## RECORDS

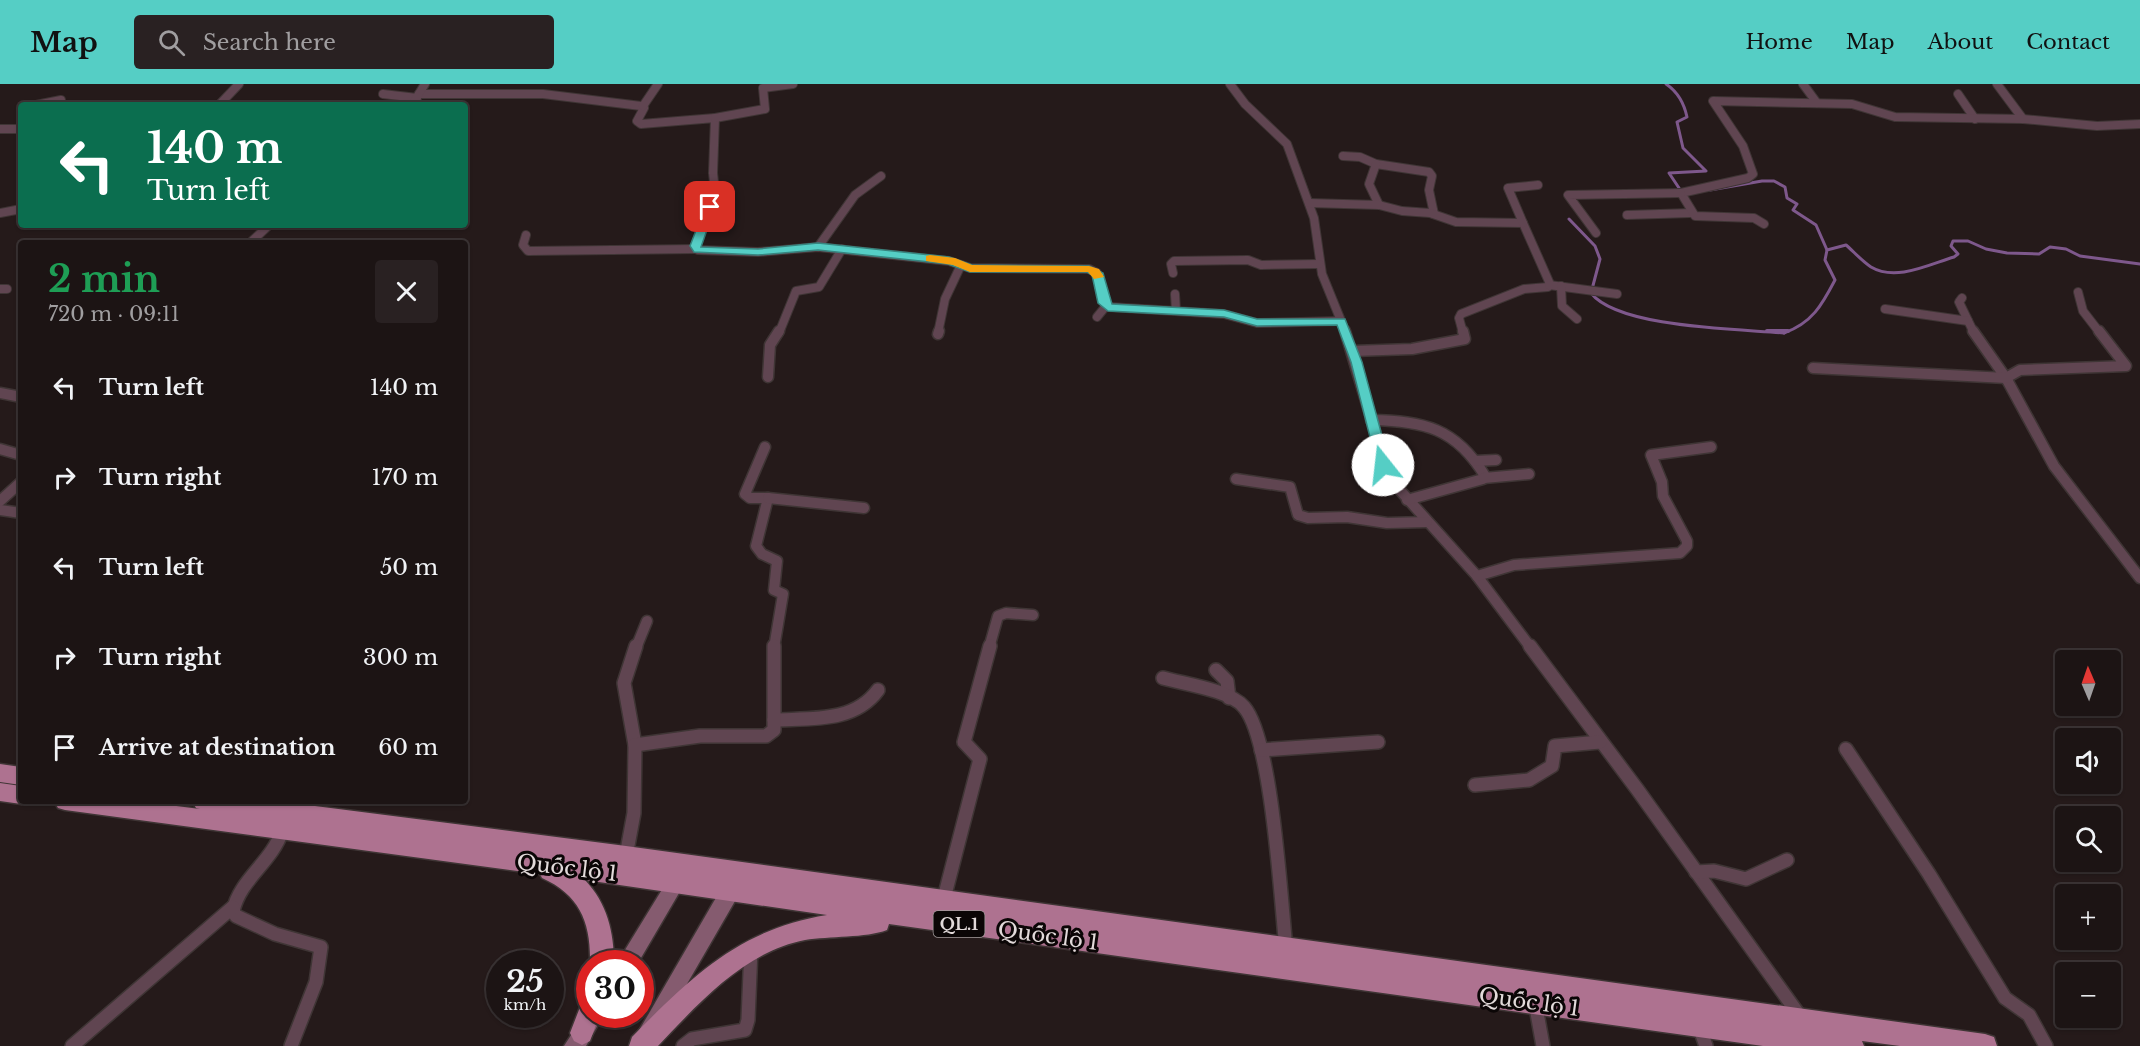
<!DOCTYPE html>
<meta charset="utf-8">
<style>
:root{--surface:#1c1414;--page:#292122;--text:#f1f3f6;--muted:#a09ea0;--line:#3a3334;--accent:#55cec5}
body{margin:0;font-family:"Libre Baskerville",serif;background:var(--page);color:var(--text);height:100vh;display:flex;flex-direction:column;font-size:22px;white-space:nowrap}
*{box-sizing:border-box;margin:0}
p{font-size:20px;color:var(--muted)}
.icon{flex:none;width:33px;height:33px;fill:none;stroke:currentColor;stroke-width:2;stroke-linecap:round;stroke-linejoin:round}
.map{position:relative;flex:1;overflow:hidden}
.drawer{position:absolute;left:18px;top:156px;width:450px;height:564px;display:flex;flex-direction:column;background:var(--surface);border-radius:6px;box-shadow:0 2px 4px #0004,0 0 0 2px var(--line)}
.drawer>*{flex:none}
.hud{position:absolute;left:18px;top:18px;width:450px;height:126px;border-radius:6px;box-shadow:0 2px 4px #0004,0 0 0 2px var(--line);background:#0b6e4f;color:#fff;overflow:hidden}
.needle{width:39px;rotate:358deg}
.fabs{position:absolute;left:2055px;top:566px;display:grid;gap:12px}
.fabs a{display:grid;place-items:center;width:66px;height:66px;border-radius:6px;background:var(--surface);box-shadow:0 2px 4px #0004,0 0 0 2px var(--line);font-size:30px}
.speed{position:absolute;left:486px;top:866px;display:flex;gap:12px;font-size:30px;font-weight:700;text-align:center}
.speed>*{display:grid;place-content:center;width:78px;height:78px;border-radius:50%;background:var(--surface);box-shadow:0 2px 4px #0004,0 0 0 2px var(--line);line-height:1}
.speed small{font-size:15px;font-weight:400}
.speed .limit{border:9px solid #d22;background:#fff;color:#111}
.pin{position:absolute;display:grid;place-items:center;width:51px;height:51px;color:#fff;margin:-26px;border-radius:12px;box-shadow:0 3px 9px #0006}
.me{position:absolute;width:66px;margin:-33px;rotate:344deg;stroke-linejoin:round;filter:drop-shadow(0 0 4px #0008)}
.turn{display:flex;align-items:center;gap:21px;height:126px;padding:0 30px;font-size:27px}
.turn .icon{width:78px;height:78px;stroke-width:2.5}
.turn b{display:block;font-size:42px;line-height:51px}
.round{display:grid;place-items:center;flex:none;width:63px;height:63px;border-radius:6px;background:var(--page)}
.summary{display:flex;align-items:center;justify-content:space-between;height:102px;padding:0 30px}
h1{font-size:36px;font-weight:800;line-height:45px;color:#1e9e55}
ul{padding:0;list-style:none}
li{display:flex;align-items:center;gap:18px;height:90px;padding:0 30px}
li div{flex:1}
li b{display:block;font-size:22px}
li em{font-style:normal}
header{display:flex;align-items:center;gap:36px;box-sizing:border-box;height:84px;padding:0 30px;background:var(--accent);color:#111}
header strong{font-size:28px}
nav{display:flex;gap:33px;margin-inline-start:auto;font-size:21px}
.search{width:420px;height:54px;background:var(--page);display:flex;align-items:center;gap:15px;box-sizing:border-box;padding:0 21px;border-radius:6px;color:var(--muted);font-size:22px}
.map>svg:first-child{display:block}
</style>
<header>
<strong>Map</strong>
<div class="search"><svg class="icon" aria-label="search" viewBox="0 0 24 24"><circle cx="10" cy="10" r="6"/><path d="M15 15l6 6"/></svg>Search here</div>
<nav><a>Home</a><a>Map</a><a>About</a><a>Contact</a></nav>
</header>
<div class="map">
<svg width="2140" height="962" viewBox="0 0 2140 962">
<rect width="100%" height="100%" fill="#251a1a"/>
<g fill="none" stroke-linecap="round" stroke-linejoin="round">
<g stroke="#7e588c" stroke-width="3">
<path d="M1666,0C1678,8 1684,19 1687,33L1677,38L1683,64L1706,87L1669,89L1681,107"/>
<path d="M1710,106L1762,97H1774L1785,103L1787,114L1797,120L1793,126L1816,141L1827,166"/>
<path d="M1569,135L1595,162L1600,175L1591,209C1618,244 1739,245 1784,249"/>
<path d="M1784,249C1812,239 1822,221 1835,196L1825,176L1827,166L1846,161C1854,168 1862,177 1871,183C1896,198 1930,180 1954,173L1958,170L1951,162L1953,157H1968L1986,165L2007,169L2039,170L2050,163L2066,165L2080,172L2140,180"/>
</g>
<path stroke="#7e588c" stroke-width="4" d="M1767,247H1788"/>
<defs>
<g id="minor-far2">
<path d="M1230,0L1245,20L1287,60L1314,134L1322,190L1346,249"/>
<path d="M1803,0L1817,19"/>
<path d="M1997,0L2023,35"/>
<path d="M383,10L417,14"/>
<path d="M419,10H543L641,22L644,24L637,37L641,40L715,34L713,89L715,107L695,162L698,166L758,168L818,163L949,177L970,184L1089,185L1097,189L1104,218L1109,223L1224,230L1257,239L1341,237"/>
<path d="M1958,10L1975,35"/>
<path d="M36,21L61,16"/>
<path d="M219,21L239,0"/>
<path d="M412,21L425,0"/>
<path d="M643,22L658,0"/>
<path d="M715,34L765,25L763,4L793,0"/>
<path d="M0,45H21"/>
<path d="M1343,72L1360,73L1376,80L1429,88L1432,92L1429,106L1434,130"/>
<path d="M1376,80L1369,100L1379,121"/>
<path d="M1309,119L1379,121L1402,127L1430,129L1456,138L1523,139L1550,200L1548,203L1524,205L1461,230L1459,234L1463,249"/>
<path d="M0,129L21,125"/>
<path d="M1627,131L1691,129"/>
<path d="M1523,139L1508,104L1538,101"/>
<path d="M1764,140L1754,134L1695,132L1681,109L1748,94L1753,90L1743,62L1713,17L1852,20L1895,33L2023,35L2097,42L2140,40"/>
<path d="M1596,149L1568,111L1681,109"/>
<path d="M526,151L523,161L528,167L696,165"/>
<path d="M250,159L269,141"/>
<path d="M818,163L855,111L881,92"/>
<path d="M1173,189L1171,180L1174,177L1248,176L1261,181L1319,180"/>
<path d="M1549,201L1617,210"/>
<path d="M1561,202L1562,222L1577,235"/>
<path d="M0,205H7"/>
<path d="M2078,208L2083,227L2100,249"/>
<path d="M1175,210L1176,227"/>
<path d="M1962,214L1959,218L1974,249"/>
<path d="M1885,225L1968,237"/>
<path d="M1097,233L1106,222"/>
<path d="M779,249L796,207L819,203L842,165"/>
<path d="M938,249L945,215L961,181"/>
</g>
<g id="minor-far1">
<path d="M1345,247L1389,394L1477,492L1531,564"/>
<path d="M1973,247L2006,294L2054,382L2140,494"/>
<path d="M938,250L939,247"/>
<path d="M1353,267L1412,265L1465,255L1463,247"/>
<path d="M1813,284L2006,294L2020,286L2126,282L2099,247"/>
<path d="M768,293L770,261L779,247"/>
<path d="M0,309L21,313"/>
<path d="M1371,336C1424,337 1456,344 1485,392L1483,395L1407,416"/>
<path d="M765,363L745,410L750,414H768L756,462L762,470L777,477L774,506L783,510L774,564"/>
<path d="M0,365L21,371"/>
<path d="M1475,377L1496,376"/>
<path d="M1484,394L1529,390"/>
<path d="M1236,395L1290,403L1298,431L1308,434L1347,433L1387,439L1427,438"/>
<path d="M768,414L864,424"/>
<path d="M0,417L21,398"/>
<path d="M0,426L21,429"/>
<path d="M1477,492L1514,481L1680,469L1687,462V457L1663,412L1662,398L1651,371L1711,363"/>
<path d="M636,564L647,537"/>
<path d="M989,564L998,532L1006,529L1033,531"/>
</g>
<g id="minor">
<path d="M1530,562L1637,705L1802,935"/>
<path d="M1216,586L1227,597L1229,614"/>
<path d="M1163,594C1184,600 1230,606 1244,623C1272,655 1281,817 1286,865"/>
<path d="M774,636C811,634 854,639 878,606"/>
<path d="M635,661L624,599L636,562"/>
<path d="M1846,665L1929,790L2005,914L2029,931L2046,962"/>
<path d="M1261,666L1378,658"/>
<path d="M1475,701L1529,696L1552,682L1555,662L1600,658"/>
<path d="M282,747C272,778 240,795 233,827L236,832L275,850L321,863L316,898L291,962"/>
<path d="M626,772L634,729L635,661L700,652H766L774,646V562"/>
<path d="M1696,788L1714,787L1746,795L1787,776"/>
<path d="M943,818L980,675L964,658L990,562"/>
<path d="M1535,918L1543,962"/>
<path d="M1699,942L1706,962"/>
<path d="M72,962L233,823"/>
<path d="M683,962L692,955L745,946L748,936L751,865"/>
</g>
<g id="secondary">
<path d="M680,783L686,786L689,792L638,879H617L674,786Z"/>
<path d="M735,790L742,793L744,799L742,805L651,962H630L728,793Z"/>
<path d="M590,922V930H604L586,962H564Z"/>
</g>
<g id="trunk">
<path d="M0,680L21,683V701L0,698Z"/>
<path d="M0,699L21,702V717L28,718L21,720L0,717Z"/>
<path d="M54,717H137L200,725L196,724L192,717H276L626,762L1985,950L1994,953L1997,962H1900L1862,957L1864,962H1763L889,840L887,846C866,854 829,852 805,856C744,868 699,919 658,962H629L632,953C692,892 740,845 827,831L585,796C607,819 614,848 614,879H590C591,839 580,811 542,794L540,790L65,726L58,724Z"/>
<path d="M590,914V930H600L590,957L582,961L574,957L570,949L582,918Z"/>
</g>
</defs>
<use href="#minor-far2" stroke="#3f3535" stroke-width="10"/>
<use href="#minor-far1" stroke="#3f3535" stroke-width="13"/>
<use href="#minor" stroke="#3f3535" stroke-width="16"/>
<use href="#secondary" stroke="#3f3535" stroke-width="3"/>
<use href="#trunk" stroke="#3f3535" stroke-width="3"/>
<use href="#minor-far2" stroke="#604551" stroke-width="8"/>
<use href="#minor-far1" stroke="#604551" stroke-width="10"/>
<use href="#minor" stroke="#604551" stroke-width="13"/>
<use href="#secondary" fill="#855b6f" fill-rule="evenodd"/>
<use href="#trunk" fill="#ae7290" fill-rule="evenodd"/>
</g>
<path fill="#55cec5" stroke="#378680" stroke-width="1.5" d="M710,120L715,123L701,163L758,165L818,159L949,173L972,181L1089,182L1103,189L1112,220L1224,226L1257,235H1345L1362,278L1390,381L1383,385L1377,381L1351,278L1337,241L1257,242L1224,233L1108,227L1098,219L1092,191L1087,188H970L948,180L818,166L758,171L694,168L690,162L705,123Z"/>
<path fill="#f59e0b" d="M930,171L955,174L972,181L1089,182L1099,185L1104,193L1094,195L1088,188H970L953,181L926,177V172Z"/>
<g text-anchor="middle" dominant-baseline="central" stroke-width="6" stroke-linejoin="round" paint-order="stroke">
<rect fill="#0b0606" stroke="#a29a9a" stroke-width="1.5" x="933.5" y="827" width="51" height="26" rx="4.5"/>
<g font-size="16" font-weight="bold" fill="#e2dada">
<text x="959" y="840">QL.1</text>
</g>
<g font-size="21" fill="#e2dada" stroke="#0b0606">
<text transform="translate(567 784) rotate(7)">Quốc lộ 1</text>
<text transform="translate(1048 852) rotate(8)">Quốc lộ 1</text>
<text transform="translate(1529 918) rotate(8)">Quốc lộ 1</text>
</g>
</g>
</svg>
<div class="fabs">
<a><svg class="needle" viewBox="-14 -14 28 28"><path d="M0-13l5 13h-10z" fill="#e53935"/><path d="M0 13l5-13h-10z" fill="#a09ea0"/></svg></a>
<a><svg class="icon" aria-label="sound" viewBox="0 0 24 24"><path d="M4 9h4l5-4v14l-5-4H4zM17 9q2 3 0 6"/></svg></a>
<a><svg class="icon" aria-label="search" viewBox="0 0 24 24"><circle cx="10" cy="10" r="6"/><path d="M15 15l6 6"/></svg></a>
<a>+</a>
<a>−</a>
</div>
<div class="speed"><div>25<small>km/h</small></div><div class="limit">30</div></div>
<div class="pin" style="left:710px;top:123px;background:#d93025"><svg class="icon" aria-label="arrive" viewBox="0 0 24 24"><path d="M6 21V4h12l-3 4 3 4H6"/></svg></div>
<svg class="me" style="left:1383px;top:381px" viewBox="-20 -20 40 40"><circle r="19" fill="#fff"/><path d="M0-13L10 11 0 6-10 11z" fill="#55cec5"/></svg>
<div class="hud">
<div class="turn"><svg class="icon" aria-label="left" viewBox="0 0 24 24"><path d="M17 20v-9H6M10 6l-5 5 5 5"/></svg><div><b>140 m</b>Turn left</div></div>
</div>
<section class="drawer">
<div class="summary"><div><h1>2 min</h1><p>720 m · 09:11</p></div><a class="round"><svg class="icon" aria-label="close" viewBox="0 0 24 24"><path d="M6 6l12 12M18 6L6 18"/></svg></a></div>
<ul>
<li><svg class="icon" aria-label="left" viewBox="0 0 24 24"><path d="M17 20v-9H6M10 6l-5 5 5 5"/></svg><div><b>Turn left</b></div><em>140 m</em></li>
<li><svg class="icon" aria-label="right" viewBox="0 0 24 24"><path d="M7 20v-9h11M14 6l5 5-5 5"/></svg><div><b>Turn right</b></div><em>170 m</em></li>
<li><svg class="icon" aria-label="left" viewBox="0 0 24 24"><path d="M17 20v-9H6M10 6l-5 5 5 5"/></svg><div><b>Turn left</b></div><em>50 m</em></li>
<li><svg class="icon" aria-label="right" viewBox="0 0 24 24"><path d="M7 20v-9h11M14 6l5 5-5 5"/></svg><div><b>Turn right</b></div><em>300 m</em></li>
<li><svg class="icon" aria-label="arrive" viewBox="0 0 24 24"><path d="M6 21V4h12l-3 4 3 4H6"/></svg><div><b>Arrive at destination</b></div><em>60 m</em></li>
</ul>
</section>
</div>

## INSTRUCTIONS TO FOLLOW
Where a line of the data holds the word "absolute", copy that line.

## EXERCISE SOLUTION
.drawer{position:absolute;left:18px;top:156px;width:450px;height:564px;display:flex;flex-direction:column;background:var(--surface);border-radius:6px;box-shadow:0 2px 4px #0004,0 0 0 2px var(--line)}
.hud{position:absolute;left:18px;top:18px;width:450px;height:126px;border-radius:6px;box-shadow:0 2px 4px #0004,0 0 0 2px var(--line);background:#0b6e4f;color:#fff;overflow:hidden}
.fabs{position:absolute;left:2055px;top:566px;display:grid;gap:12px}
.speed{position:absolute;left:486px;top:866px;display:flex;gap:12px;font-size:30px;font-weight:700;text-align:center}
.pin{position:absolute;display:grid;place-items:center;width:51px;height:51px;color:#fff;margin:-26px;border-radius:12px;box-shadow:0 3px 9px #0006}
.me{position:absolute;width:66px;margin:-33px;rotate:344deg;stroke-linejoin:round;filter:drop-shadow(0 0 4px #0008)}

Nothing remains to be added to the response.